Edmundo Pedro (8 November 1918 – 27 January 2018) was a Portuguese politician and antifascist, as well as the founder and former leader of the Socialist Party (PS). An opponent of António de Oliveira Salazar's Estado Novo regime and political prisoner during the 1930s and 1940s, Pedro later served as a member of the Assembly of the Republic's I, III and V legislatures (1976–1980, 1983–1985, 1987–1991) following the end of Salazar's regime.

==Biography==
Pedro was born in the freguesia of Samouco in the municipality of Alcochete, Portugal, on 8 November 1918. In 1934, Pedro, who was 15-years old, was arrested for the first time for participating in a general strike. He joined the Portuguese Communist Party (PCP) later in the 1930s, where he met the party's leader, Álvaro Cunhal. In 1936, Edmundo Pedro was arrested again and sent to the Tarrafal prison camp in Cape Verde alongside his father, Gabriel Pedro, another opponent of the Salazar government.

In 1945, while still in prison, Pedro broke with the PCP and left the party.
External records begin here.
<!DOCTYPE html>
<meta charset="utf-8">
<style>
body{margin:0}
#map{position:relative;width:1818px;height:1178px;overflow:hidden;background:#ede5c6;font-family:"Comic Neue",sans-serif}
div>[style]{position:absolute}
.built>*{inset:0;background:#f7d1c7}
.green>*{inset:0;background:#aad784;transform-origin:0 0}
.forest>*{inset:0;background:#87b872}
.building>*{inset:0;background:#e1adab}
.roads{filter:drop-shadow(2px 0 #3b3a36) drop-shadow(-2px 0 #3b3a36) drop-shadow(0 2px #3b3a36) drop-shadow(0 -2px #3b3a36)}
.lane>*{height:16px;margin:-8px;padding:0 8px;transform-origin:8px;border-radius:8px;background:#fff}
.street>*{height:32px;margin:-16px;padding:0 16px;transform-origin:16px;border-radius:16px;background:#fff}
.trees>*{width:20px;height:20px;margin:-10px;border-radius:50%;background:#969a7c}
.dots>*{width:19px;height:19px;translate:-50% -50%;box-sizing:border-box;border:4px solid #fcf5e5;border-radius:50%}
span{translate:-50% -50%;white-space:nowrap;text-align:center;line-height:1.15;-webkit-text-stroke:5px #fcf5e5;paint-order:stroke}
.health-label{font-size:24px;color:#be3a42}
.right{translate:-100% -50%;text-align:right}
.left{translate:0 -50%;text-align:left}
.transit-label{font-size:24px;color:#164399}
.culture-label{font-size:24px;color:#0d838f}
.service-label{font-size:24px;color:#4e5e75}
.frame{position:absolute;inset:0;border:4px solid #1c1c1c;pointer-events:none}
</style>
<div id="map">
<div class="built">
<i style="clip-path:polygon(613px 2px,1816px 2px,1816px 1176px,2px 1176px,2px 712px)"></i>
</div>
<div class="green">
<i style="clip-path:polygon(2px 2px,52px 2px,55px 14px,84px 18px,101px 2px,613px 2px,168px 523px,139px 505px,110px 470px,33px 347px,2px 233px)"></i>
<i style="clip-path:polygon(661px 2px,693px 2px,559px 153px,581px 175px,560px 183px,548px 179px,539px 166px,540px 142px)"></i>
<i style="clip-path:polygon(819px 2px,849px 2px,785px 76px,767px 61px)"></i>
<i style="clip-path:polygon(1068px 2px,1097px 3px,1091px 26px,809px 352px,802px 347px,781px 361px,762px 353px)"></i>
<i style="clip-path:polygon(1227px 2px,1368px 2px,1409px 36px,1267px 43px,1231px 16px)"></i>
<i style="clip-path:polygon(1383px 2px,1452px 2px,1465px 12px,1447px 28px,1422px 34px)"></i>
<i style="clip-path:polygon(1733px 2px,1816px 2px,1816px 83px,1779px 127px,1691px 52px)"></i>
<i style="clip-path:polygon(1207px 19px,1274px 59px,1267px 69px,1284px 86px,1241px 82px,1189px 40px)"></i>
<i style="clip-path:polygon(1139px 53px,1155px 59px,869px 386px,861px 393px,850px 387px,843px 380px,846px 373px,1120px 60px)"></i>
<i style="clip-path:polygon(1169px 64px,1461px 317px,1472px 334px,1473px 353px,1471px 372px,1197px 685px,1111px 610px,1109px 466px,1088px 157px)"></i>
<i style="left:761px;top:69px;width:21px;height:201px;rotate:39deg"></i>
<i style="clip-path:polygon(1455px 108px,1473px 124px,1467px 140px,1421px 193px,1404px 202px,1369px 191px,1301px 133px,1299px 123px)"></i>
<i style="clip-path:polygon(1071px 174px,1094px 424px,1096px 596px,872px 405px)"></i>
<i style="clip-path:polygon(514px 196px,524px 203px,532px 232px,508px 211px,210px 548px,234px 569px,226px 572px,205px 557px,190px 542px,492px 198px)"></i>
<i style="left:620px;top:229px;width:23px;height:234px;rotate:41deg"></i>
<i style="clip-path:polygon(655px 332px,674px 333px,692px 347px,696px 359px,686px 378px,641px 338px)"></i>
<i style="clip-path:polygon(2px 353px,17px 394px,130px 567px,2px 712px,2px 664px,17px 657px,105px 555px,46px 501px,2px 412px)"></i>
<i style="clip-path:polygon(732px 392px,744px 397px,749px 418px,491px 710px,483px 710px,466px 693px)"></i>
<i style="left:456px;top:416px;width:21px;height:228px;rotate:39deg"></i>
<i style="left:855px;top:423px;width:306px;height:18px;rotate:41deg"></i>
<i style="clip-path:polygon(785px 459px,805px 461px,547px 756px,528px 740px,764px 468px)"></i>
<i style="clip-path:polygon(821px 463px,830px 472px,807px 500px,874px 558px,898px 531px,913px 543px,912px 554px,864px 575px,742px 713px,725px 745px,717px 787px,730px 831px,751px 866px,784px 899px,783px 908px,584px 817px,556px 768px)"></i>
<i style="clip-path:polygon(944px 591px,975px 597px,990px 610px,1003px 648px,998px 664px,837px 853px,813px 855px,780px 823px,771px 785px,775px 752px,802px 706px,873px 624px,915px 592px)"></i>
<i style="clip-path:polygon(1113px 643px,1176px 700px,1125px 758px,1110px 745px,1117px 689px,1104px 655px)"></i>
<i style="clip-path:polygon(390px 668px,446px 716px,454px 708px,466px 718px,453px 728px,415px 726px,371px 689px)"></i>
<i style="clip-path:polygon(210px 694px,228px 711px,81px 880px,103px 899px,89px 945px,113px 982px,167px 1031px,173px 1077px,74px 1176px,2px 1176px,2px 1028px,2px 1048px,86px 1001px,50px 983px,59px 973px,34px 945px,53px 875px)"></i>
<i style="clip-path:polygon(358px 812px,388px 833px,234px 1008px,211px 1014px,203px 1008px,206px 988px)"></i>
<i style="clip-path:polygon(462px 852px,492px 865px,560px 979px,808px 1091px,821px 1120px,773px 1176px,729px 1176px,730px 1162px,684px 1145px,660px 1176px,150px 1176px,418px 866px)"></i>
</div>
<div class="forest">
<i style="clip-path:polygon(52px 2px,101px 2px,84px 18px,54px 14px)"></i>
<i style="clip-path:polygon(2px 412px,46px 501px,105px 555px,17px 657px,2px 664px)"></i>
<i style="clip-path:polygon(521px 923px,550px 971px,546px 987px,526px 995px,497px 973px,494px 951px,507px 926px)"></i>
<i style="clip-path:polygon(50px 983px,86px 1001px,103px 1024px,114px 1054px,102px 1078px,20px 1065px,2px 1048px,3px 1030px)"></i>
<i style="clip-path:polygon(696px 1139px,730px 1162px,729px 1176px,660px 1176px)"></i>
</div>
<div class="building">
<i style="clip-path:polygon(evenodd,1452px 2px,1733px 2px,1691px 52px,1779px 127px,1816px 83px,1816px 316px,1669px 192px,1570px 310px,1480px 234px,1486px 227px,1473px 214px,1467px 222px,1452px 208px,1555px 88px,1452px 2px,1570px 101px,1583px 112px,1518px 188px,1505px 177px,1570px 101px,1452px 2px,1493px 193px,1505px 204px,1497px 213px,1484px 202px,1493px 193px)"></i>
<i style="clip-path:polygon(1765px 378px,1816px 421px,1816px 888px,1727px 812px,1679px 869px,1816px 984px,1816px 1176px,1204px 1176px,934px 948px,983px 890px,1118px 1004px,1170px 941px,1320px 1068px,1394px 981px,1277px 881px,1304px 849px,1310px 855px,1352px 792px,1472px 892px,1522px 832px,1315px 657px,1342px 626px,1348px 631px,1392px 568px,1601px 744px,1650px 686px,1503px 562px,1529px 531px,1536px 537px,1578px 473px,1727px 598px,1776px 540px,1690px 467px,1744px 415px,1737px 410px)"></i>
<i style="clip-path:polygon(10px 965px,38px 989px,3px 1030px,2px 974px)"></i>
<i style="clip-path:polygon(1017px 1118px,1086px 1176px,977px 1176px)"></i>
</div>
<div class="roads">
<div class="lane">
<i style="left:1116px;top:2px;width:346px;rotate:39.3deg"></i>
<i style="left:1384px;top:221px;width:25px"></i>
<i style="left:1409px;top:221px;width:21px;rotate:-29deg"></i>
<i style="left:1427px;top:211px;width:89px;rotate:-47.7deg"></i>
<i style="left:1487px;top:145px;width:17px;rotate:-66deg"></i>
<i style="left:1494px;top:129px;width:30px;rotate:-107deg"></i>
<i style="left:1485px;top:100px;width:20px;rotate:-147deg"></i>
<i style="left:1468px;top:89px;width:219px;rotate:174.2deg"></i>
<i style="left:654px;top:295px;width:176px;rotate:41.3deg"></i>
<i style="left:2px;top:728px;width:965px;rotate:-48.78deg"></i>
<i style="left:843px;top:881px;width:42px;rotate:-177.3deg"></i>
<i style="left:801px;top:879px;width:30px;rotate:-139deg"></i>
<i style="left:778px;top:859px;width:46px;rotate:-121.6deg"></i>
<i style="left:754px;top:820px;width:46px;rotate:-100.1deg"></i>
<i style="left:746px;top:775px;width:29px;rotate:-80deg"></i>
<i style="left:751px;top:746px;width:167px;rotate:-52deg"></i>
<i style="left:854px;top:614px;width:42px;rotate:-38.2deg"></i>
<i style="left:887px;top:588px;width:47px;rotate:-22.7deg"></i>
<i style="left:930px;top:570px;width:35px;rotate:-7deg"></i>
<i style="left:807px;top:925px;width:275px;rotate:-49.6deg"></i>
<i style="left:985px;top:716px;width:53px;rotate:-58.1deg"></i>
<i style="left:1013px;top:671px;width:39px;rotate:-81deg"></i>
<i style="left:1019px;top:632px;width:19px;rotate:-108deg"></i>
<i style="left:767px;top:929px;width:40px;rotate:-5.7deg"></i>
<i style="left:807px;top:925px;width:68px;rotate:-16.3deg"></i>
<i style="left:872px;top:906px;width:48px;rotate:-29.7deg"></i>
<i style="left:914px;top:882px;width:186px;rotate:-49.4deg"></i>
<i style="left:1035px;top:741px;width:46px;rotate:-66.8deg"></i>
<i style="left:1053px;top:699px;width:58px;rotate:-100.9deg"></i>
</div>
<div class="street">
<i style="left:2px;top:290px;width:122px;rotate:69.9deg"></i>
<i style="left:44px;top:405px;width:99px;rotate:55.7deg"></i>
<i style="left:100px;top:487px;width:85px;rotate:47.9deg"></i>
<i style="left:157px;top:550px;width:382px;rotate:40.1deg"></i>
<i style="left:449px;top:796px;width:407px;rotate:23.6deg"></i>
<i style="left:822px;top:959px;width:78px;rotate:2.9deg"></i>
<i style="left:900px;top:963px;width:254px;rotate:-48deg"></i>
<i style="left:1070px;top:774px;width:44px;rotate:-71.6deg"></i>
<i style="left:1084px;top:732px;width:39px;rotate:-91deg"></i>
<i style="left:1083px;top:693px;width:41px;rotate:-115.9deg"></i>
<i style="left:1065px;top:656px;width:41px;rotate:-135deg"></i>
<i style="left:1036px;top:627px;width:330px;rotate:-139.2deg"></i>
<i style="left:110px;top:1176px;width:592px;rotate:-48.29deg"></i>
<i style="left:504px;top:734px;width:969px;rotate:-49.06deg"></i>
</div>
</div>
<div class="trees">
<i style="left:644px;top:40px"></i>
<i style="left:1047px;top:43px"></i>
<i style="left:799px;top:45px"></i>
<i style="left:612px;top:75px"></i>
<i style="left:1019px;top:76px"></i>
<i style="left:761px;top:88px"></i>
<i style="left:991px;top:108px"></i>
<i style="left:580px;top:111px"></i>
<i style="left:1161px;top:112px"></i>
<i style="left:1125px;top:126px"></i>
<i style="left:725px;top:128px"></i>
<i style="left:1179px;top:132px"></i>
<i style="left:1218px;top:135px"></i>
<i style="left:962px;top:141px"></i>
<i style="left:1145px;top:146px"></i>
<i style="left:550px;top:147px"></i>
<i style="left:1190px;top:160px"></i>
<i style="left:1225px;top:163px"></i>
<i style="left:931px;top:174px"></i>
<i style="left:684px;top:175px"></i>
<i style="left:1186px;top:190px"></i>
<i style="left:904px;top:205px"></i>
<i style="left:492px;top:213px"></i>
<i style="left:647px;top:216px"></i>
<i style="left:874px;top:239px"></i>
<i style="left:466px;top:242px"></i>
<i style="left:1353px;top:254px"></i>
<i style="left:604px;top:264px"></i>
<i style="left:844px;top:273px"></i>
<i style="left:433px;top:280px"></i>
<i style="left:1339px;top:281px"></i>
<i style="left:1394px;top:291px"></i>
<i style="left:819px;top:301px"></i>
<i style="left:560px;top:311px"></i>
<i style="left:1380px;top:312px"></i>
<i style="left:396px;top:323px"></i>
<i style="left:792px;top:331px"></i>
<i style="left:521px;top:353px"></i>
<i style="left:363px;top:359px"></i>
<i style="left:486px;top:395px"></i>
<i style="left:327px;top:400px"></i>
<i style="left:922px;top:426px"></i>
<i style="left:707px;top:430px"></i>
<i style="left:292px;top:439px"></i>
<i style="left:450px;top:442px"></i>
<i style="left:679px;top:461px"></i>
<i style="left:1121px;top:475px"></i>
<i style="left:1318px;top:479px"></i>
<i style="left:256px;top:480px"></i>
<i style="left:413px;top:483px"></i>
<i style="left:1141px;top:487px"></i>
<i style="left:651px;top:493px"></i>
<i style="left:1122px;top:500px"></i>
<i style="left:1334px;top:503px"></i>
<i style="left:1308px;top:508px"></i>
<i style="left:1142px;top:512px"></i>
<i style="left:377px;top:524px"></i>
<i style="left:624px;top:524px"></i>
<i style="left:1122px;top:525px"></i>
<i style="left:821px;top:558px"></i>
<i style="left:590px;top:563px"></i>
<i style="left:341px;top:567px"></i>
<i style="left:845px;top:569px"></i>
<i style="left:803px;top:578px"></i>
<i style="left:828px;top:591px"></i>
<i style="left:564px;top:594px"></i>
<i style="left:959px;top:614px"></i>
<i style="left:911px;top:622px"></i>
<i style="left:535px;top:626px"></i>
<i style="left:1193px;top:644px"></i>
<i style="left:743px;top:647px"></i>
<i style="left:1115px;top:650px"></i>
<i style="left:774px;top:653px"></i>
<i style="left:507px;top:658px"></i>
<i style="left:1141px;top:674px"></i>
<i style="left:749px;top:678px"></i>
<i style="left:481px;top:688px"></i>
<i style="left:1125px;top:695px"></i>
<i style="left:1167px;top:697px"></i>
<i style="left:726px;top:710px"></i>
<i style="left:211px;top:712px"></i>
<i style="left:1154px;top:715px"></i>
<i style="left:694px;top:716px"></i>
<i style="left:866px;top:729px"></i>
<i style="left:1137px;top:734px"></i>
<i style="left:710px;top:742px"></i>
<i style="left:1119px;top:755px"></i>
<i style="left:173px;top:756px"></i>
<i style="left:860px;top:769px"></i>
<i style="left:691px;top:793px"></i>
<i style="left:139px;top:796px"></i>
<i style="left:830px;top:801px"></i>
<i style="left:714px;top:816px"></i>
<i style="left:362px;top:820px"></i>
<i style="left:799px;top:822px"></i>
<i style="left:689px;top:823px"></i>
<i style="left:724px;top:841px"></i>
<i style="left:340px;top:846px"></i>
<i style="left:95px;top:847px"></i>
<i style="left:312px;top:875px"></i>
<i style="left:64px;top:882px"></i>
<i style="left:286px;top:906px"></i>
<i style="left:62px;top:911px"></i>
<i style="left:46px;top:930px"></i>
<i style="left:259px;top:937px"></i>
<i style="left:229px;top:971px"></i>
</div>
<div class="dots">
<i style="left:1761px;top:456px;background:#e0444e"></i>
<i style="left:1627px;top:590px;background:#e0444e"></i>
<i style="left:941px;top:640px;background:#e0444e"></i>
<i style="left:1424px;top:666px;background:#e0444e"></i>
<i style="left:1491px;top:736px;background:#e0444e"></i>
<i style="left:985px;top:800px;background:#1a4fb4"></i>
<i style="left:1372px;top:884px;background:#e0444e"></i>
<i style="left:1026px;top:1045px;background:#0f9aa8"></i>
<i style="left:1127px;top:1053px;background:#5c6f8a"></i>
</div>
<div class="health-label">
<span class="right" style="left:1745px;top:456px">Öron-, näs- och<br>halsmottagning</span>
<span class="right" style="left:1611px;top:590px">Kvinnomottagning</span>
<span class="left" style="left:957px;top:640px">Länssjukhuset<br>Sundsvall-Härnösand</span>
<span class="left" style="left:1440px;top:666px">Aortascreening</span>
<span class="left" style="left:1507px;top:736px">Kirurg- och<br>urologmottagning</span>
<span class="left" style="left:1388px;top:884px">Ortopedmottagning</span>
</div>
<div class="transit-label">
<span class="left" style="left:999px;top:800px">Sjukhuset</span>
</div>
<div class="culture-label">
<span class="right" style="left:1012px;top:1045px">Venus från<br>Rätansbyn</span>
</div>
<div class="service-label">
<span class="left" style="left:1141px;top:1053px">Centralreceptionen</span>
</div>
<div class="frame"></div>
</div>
He was released from Tarrafal in 1946 and returned to mainland Portugal.

In 1973, Edmundo Pedro became one of the co-founders of the Socialist Party (PS) alongside Mário Soares. Following the Carnation Revolution, Pedro became an elected deputy in the national Assembly of the Republic.

He simultaneously served as the president of Rádio e Televisão de Portugal (RTP), the national public service broadcaster, from 1977 until 1978.

In January 2018, Pedro was hospitalized for approximately two weeks. He died in Lisbon, Portugal, on 27 January 2018, at the age of 99.